Your goal: The answer must be every entry below, word for word, with the pictures left out.

§ §

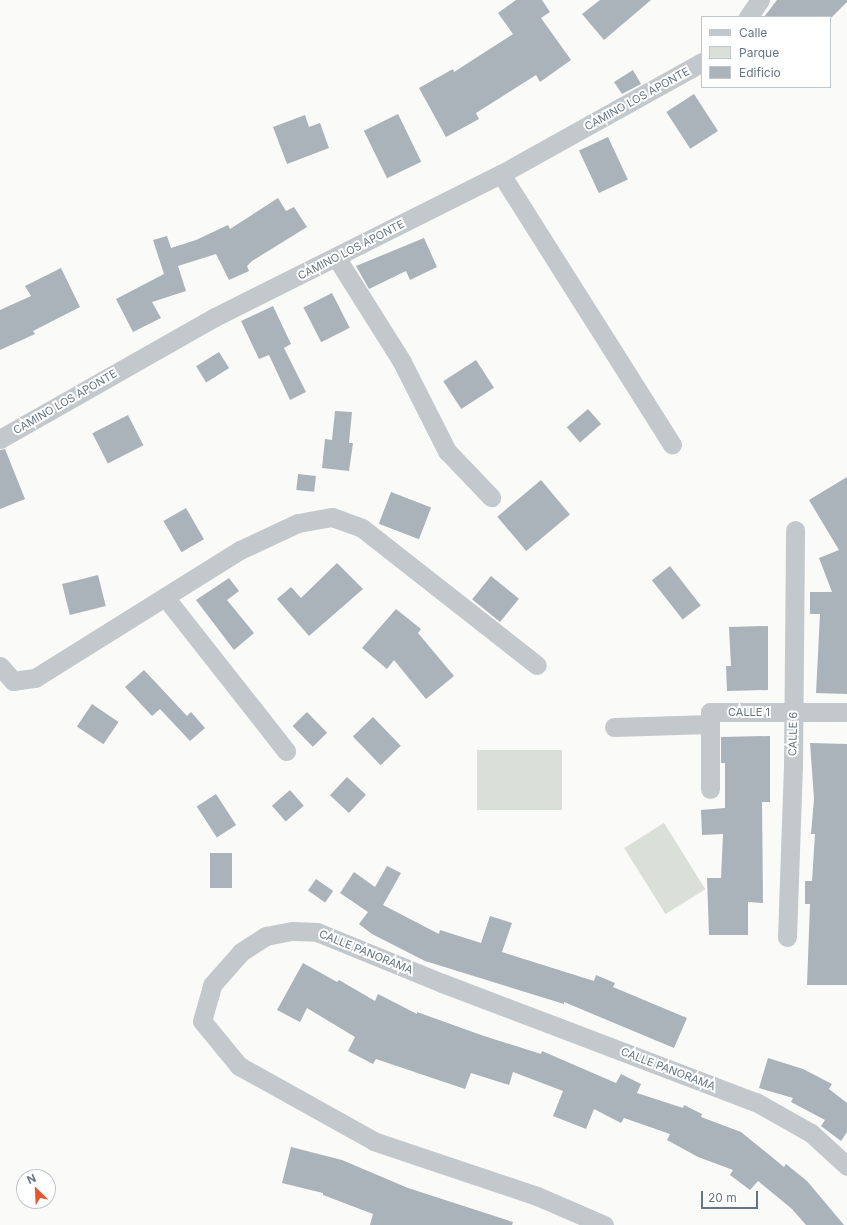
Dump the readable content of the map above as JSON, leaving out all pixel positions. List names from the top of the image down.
{
  "streets": {
    "street": [
      "CAMINO LOS APONTE",
      "CALLE 1",
      "CALLE 6",
      "CALLE PANORAMA"
    ]
  },
  "crossings": [
    ["CALLE 1", "CALLE 6"]
  ],
  "legend": ["Calle", "Parque", "Edificio"],
  "scale_bar": "20 m",
  "north": "top left"
}
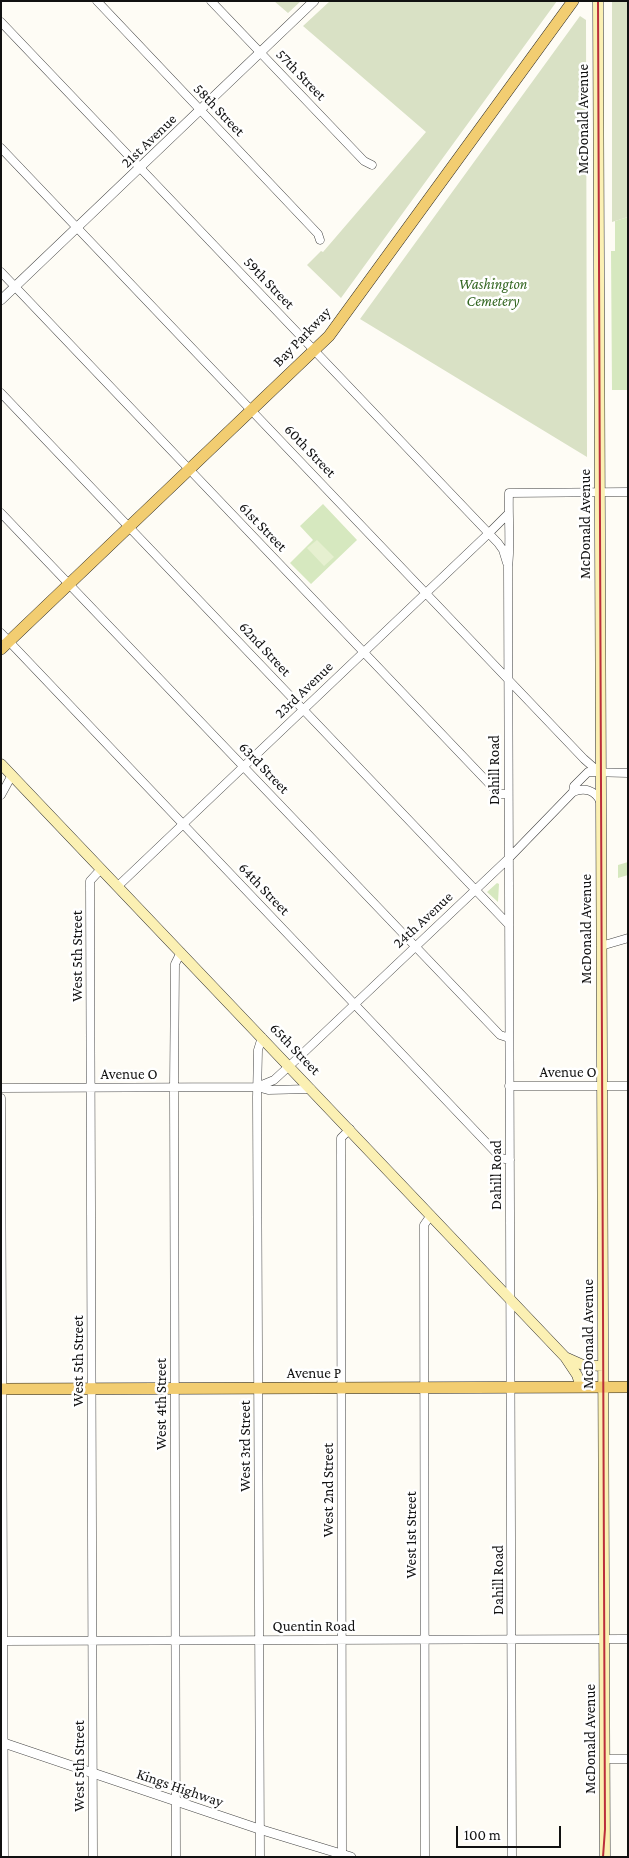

§ §

The completed task:
Dump the readable content of the map above as JSON, leaving out all pixel positions. List names from the top of the image down.
{
  "streets": {
    "street": [
      "CAMINO LOS APONTE",
      "CALLE 1",
      "CALLE 6",
      "CALLE PANORAMA"
    ]
  },
  "crossings": [
    ["CALLE 1", "CALLE 6"]
  ],
  "legend": ["Calle", "Parque", "Edificio"],
  "scale_bar": "20 m",
  "north": "top left"
}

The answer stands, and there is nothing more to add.